アブラムシ、ハダニ、コナジラミ、アザミウマ、うどんこ病などを確認したいときの候補です。花や新芽に使う場合は薬害に注意します。

薬剤を使う前に確認したいこと

アザミウマ系は新芽や花の奥に入り込みやすく、見えている部分だけでは判断しにくいことがあります。薬剤を使う場合も、同じ薬剤の連用を避け、ラベルの使用回数を守ります。

かすれた葉は戻らない場合があります

傷んだ葉は元通りにならないことがあります。新しく出る葉に症状が続くかを見て、薬剤使用の必要性を判断します。

よくある疑問

かさぶた状のかすれがあればアザミウマですか?

断定はできません。日焼けや擦れ、乾燥による傷もあります。新芽や葉裏に細長い虫がいないか確認します。

やさお酢は使えますか?

このサイトではアザミウマの結果候補からは外しています。
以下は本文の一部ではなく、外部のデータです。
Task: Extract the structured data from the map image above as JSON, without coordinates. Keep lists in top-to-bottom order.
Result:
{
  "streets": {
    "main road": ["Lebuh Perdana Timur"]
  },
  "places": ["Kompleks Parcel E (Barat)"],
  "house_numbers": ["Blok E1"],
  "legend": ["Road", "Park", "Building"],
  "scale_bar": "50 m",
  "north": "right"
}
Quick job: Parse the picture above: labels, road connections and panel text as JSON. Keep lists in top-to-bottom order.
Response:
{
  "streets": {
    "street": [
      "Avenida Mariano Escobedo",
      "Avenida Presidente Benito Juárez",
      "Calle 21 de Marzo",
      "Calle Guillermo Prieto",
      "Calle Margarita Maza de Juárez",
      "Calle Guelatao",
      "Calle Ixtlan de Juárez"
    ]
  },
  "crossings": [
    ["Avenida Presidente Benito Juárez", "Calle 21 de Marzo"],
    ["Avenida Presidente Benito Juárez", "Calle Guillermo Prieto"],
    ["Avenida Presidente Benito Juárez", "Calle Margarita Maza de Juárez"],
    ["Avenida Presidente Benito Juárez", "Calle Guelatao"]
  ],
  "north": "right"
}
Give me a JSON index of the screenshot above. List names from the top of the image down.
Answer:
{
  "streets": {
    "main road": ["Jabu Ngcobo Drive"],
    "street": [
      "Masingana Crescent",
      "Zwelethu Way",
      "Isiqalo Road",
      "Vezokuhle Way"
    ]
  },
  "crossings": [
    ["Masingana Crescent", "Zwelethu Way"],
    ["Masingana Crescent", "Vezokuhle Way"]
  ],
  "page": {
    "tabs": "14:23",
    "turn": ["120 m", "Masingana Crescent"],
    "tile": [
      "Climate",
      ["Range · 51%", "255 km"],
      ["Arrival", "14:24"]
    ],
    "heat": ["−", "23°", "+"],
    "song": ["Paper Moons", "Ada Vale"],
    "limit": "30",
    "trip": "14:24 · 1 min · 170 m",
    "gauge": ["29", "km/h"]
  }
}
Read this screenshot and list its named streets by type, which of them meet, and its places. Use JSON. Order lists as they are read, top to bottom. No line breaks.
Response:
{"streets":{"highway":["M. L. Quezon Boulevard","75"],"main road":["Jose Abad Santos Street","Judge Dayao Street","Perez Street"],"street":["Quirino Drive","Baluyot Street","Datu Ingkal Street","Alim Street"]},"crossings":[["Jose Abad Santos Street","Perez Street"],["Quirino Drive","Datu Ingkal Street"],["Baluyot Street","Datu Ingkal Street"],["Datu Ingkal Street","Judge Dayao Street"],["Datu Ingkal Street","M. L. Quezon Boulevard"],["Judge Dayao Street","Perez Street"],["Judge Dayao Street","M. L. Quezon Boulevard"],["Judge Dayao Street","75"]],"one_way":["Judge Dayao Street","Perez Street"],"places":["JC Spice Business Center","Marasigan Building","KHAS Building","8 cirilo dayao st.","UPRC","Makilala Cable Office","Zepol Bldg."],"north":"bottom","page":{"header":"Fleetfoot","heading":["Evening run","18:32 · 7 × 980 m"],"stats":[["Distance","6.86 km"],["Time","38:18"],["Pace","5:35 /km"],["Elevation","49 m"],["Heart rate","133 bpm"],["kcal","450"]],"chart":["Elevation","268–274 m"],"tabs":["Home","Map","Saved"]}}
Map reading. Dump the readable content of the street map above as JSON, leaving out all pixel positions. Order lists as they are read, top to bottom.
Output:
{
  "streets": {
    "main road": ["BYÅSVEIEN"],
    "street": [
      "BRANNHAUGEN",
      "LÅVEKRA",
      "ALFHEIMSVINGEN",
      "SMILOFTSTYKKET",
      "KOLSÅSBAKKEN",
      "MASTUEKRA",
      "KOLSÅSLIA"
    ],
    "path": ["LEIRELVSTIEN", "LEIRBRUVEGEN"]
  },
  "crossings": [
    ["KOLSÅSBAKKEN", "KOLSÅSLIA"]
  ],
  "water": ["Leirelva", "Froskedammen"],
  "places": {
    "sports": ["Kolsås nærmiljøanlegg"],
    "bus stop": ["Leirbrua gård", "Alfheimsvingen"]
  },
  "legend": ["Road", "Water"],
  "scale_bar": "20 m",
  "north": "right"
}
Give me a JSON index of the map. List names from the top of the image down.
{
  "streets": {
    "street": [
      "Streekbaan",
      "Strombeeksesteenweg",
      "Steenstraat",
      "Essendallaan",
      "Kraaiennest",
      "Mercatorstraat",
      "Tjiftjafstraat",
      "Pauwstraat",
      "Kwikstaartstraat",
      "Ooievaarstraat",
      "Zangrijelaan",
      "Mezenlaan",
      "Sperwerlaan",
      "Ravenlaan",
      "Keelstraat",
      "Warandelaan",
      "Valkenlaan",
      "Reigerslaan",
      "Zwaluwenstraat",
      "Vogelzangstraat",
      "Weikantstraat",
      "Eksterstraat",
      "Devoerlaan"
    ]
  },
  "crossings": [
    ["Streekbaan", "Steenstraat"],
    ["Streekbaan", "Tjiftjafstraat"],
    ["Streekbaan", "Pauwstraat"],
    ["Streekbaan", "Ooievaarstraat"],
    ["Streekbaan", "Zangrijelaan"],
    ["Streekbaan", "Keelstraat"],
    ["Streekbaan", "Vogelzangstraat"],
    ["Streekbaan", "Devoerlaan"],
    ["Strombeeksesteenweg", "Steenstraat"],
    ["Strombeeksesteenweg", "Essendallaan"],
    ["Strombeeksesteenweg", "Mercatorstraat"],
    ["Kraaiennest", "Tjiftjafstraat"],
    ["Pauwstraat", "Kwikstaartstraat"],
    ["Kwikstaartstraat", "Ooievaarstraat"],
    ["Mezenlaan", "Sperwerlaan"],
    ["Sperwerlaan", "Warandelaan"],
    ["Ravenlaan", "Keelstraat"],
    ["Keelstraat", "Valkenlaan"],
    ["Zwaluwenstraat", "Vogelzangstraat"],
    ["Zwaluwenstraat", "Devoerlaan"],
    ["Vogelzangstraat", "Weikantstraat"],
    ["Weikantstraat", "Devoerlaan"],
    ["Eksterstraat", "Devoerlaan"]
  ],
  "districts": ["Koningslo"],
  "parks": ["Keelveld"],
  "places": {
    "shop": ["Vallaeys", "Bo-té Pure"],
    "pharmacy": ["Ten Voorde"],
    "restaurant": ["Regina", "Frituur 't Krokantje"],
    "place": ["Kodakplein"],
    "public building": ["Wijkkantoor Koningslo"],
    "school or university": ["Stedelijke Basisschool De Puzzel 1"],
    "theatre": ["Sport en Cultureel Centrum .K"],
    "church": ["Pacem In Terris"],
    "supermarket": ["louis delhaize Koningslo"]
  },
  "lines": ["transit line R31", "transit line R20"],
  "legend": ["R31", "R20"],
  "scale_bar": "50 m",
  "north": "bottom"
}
予防表記か、発生後に使う目的の表記かを商品ラベルで確認してください。

虫が見えなくてもアザミウマ系の可能性はありますか?

あります。とても小さく、花や新芽の奥に隠れることがあります。症状の出る場所と広がり方を確認します。

かすれた葉は切ったほうがよいですか?

植物の状態によります。見た目が悪い葉や広がりを見にくくする葉は整理し、新しい葉の状態を確認します。

オルトラン系は候補になりますか?

対象植物とアザミウマ類の記載が合う場合に候補になります。粒剤・液剤ごとの使い方は比較ページとラベルで確認してください。

見分け方と間違いやすい症状

アザミウマ系は、葉に細かい傷やかさぶた状のかすれが出る、新芽や花がゆがむ、黒い小さな点のような汚れが見える、という点を合わせて見ます。虫は細長く小さいため、見つけにくいことがあります。

ハダニ・日焼けとの違い

ハダニは葉裏の小さな点や糸が目安になり、日焼けは光が当たった面にまとまって跡が出やすいです。アザミウマ系は新芽や花の奥、葉のすき間に症状が続くかを確認します。

候補薬剤ごとの違い

ベニカXネクストスプレーや花いとしはアザミウマ類の記載を確認したい候補です。予防表記の商品と発生後に使う目的の商品を混同せず、ラベルの対象害虫名、使用回数、散布間隔を見ます。

多肉植物・観葉植物での注意点

多肉植物では中心の新芽、観葉植物では柔らかい新葉に跡が残りやすいです。傷んだ部分は元に戻らないことがあるため、新しく出る葉に症状が続くかを見ます。

よくある失敗

葉の表面だけを見て虫がいないと判断する、予防表記だけを見て発生後に使う目的だと考える、同じ薬剤を短い間隔で繰り返す、花や新芽に強くかけすぎる、という失敗が起きやすいです。